The shadow darkening over pastures and woodlands, farm villages and hamlets probably threatens the rural style of life more in Britain than in America, where only a remnant of family farms, dairy or crops, survives in New England and the mid-Atlantic states, with hobby farms pushing out family farms year by year, not to mention the threat of large commercial farming.
Another part of this long rural demise stems from the pressure of remorseless urban development as it spreads from city and suburb, chewing up the farm life. Another part stems, especially in Britain, from the equally remorseless seizure by woke mentality, climate alarmism and negative Brexit blowback (lost agricultural subsidies) of institutions that regulate the edges of the rural mentality.
This blog tends to focus on the ill effects of modernity on the urban landscape, but every nation (almost) has its own rural landscape, and its adulteration and disappearance is the flip side of what has happened in cities and towns round the globe. Behold the latter-day imperialism of brutal neo-colonialism! The survival and regeneration of this half of every nation’s life is as important as getting control of what is happening to all of our cities.
The Scottish farmer and author Jamie Blackett has written a pair of books describing his fight to protect the land in Scotland that his family has owned for generations. Red Rag to a Bull: Rural Life in an Urban Age is the first; newly out also from Quiller is the second, Land of Milk and Honey: Digressions of a Rural Dissident. In the sequel Blackett describes in detail how, in the words of James Stevens Curl, “[Blackett] and his family coped with the crisis by adopting regenerative agriculture and transforming his business into pasture-based dairy-farming.” Stevens Curl has reviewed both books and in his essay on the sequel describes what Blackett hopes to save:
It should be remembered that visually agreeable countrysides, with hedgerows, copses, fields, farm-buildings, etc., are the results of centuries of interventions by humankind, creations that embrace æsthetics, architecture, and all sorts of artefacts that derive from conscious design decisions, such as fencing, gates, stiles, dry-stone walls, and so on.

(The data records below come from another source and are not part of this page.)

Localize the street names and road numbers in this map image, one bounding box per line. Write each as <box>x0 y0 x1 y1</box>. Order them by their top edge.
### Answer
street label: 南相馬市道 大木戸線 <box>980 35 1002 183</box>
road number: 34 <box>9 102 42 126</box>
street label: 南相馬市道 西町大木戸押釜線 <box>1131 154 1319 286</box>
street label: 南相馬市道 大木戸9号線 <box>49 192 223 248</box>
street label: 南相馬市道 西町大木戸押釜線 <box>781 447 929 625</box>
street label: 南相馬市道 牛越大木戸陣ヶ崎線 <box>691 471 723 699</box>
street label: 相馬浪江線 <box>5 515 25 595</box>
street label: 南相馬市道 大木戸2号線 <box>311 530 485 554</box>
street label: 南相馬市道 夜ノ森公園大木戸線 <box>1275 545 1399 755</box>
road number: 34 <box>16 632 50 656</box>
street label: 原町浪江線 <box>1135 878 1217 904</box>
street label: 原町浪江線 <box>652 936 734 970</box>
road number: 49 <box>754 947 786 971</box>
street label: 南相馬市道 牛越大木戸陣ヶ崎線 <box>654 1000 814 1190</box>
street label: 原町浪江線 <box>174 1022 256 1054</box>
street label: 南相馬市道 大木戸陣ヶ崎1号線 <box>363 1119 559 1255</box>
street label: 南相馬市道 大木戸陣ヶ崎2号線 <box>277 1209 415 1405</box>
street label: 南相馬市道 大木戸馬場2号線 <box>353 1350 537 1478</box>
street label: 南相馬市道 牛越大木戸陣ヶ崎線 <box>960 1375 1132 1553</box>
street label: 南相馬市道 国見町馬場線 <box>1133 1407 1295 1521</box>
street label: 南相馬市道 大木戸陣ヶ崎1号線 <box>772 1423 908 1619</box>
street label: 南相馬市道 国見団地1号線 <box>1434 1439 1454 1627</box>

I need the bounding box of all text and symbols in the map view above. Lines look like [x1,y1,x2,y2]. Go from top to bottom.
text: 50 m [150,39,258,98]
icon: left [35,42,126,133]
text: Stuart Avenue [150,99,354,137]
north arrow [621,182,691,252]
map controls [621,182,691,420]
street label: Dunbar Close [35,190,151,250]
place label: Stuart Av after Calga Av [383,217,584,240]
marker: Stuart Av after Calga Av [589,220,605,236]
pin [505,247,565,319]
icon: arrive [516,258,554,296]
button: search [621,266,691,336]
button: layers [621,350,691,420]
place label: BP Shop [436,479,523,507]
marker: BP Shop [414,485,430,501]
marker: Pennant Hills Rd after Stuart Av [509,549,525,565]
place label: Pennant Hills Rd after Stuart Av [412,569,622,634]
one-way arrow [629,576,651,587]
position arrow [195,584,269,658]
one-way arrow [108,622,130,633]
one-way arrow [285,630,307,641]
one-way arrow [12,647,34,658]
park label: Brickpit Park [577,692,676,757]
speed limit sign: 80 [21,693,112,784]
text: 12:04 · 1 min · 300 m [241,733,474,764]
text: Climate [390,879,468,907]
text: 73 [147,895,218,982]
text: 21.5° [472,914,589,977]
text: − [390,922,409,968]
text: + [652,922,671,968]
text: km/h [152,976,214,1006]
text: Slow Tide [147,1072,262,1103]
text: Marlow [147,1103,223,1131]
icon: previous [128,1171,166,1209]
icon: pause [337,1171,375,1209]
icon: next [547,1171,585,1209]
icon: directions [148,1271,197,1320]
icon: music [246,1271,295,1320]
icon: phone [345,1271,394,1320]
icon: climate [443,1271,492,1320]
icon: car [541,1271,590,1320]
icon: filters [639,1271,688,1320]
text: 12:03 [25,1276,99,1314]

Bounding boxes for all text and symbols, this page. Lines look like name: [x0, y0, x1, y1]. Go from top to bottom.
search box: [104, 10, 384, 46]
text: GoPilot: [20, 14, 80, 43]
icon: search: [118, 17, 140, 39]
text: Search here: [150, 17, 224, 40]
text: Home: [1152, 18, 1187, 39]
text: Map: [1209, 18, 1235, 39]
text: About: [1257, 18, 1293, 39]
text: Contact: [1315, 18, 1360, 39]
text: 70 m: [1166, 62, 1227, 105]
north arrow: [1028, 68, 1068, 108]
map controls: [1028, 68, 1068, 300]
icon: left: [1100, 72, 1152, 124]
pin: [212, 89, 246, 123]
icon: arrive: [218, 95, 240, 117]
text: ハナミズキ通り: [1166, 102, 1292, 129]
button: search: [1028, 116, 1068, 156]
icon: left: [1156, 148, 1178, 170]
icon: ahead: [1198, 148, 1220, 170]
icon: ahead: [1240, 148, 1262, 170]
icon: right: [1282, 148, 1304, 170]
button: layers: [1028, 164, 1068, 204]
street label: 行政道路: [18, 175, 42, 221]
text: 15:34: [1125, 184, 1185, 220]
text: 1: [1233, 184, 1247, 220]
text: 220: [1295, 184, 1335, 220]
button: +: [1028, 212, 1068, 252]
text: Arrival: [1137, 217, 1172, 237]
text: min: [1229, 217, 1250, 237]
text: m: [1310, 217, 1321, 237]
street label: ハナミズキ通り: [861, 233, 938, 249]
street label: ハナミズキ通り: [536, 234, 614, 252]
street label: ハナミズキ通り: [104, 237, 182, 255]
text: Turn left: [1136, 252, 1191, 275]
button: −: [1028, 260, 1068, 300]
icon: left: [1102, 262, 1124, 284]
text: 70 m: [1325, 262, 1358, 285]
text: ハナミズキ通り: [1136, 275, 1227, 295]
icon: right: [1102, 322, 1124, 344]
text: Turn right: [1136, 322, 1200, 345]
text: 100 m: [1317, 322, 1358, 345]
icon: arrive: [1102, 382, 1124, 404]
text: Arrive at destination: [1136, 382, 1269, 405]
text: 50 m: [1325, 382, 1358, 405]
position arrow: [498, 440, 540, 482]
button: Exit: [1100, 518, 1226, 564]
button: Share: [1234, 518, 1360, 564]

Stevens Curl, who wrote a vivid history of modernist architectural and planning theories and practices (Making Dystopia: The Strange Rise and Survival of Architectural Barbarism), is at his best describing the forces against which farmers and most other people without reality dysphoria must struggle. I would like to close by extracting from Blackett’s sequel what he is best at describing, the delights of farming and of the rural world. And, as is appropriate this week of Queen Elizabeth’s sad shuffle (in Scotland) off this mortal coil, the passage involves the death and funeral of Blackett’s father:
We brought him home to Galloway to be buried. Fittingly it was a busy farming day, after a catchy spell of weather there was a window to get on and cut silage [fodder grown as food for herds]. I hesitated before allowing the contractors to come on the day of the funeral, then thought Dad would have insisted that we crack on, so made a plan for them to go for it with the aim of sheeting the day after, it would be good for us to be kept busy. So, as we sadly made our way towards the church in Dumfries we passed frenzied activity: the chopper munching its way through thick rows of mown grass in the field next to the kennels, and tractors thundering around the roads leading silage to the pit. It was a grassy year and our first cut was the heaviest ever. Dad had seen it on his last day with us ten days before, and had glowed with pleasure as he gave me rare praise for the crop. It all served to emphasize that life goes on.
And so it does, on farms, with greater difficulty amid shrinking beauty – unless King Charles decides to speak out on the disappearance of this aspect (among all too many others) of Britain’s greatness.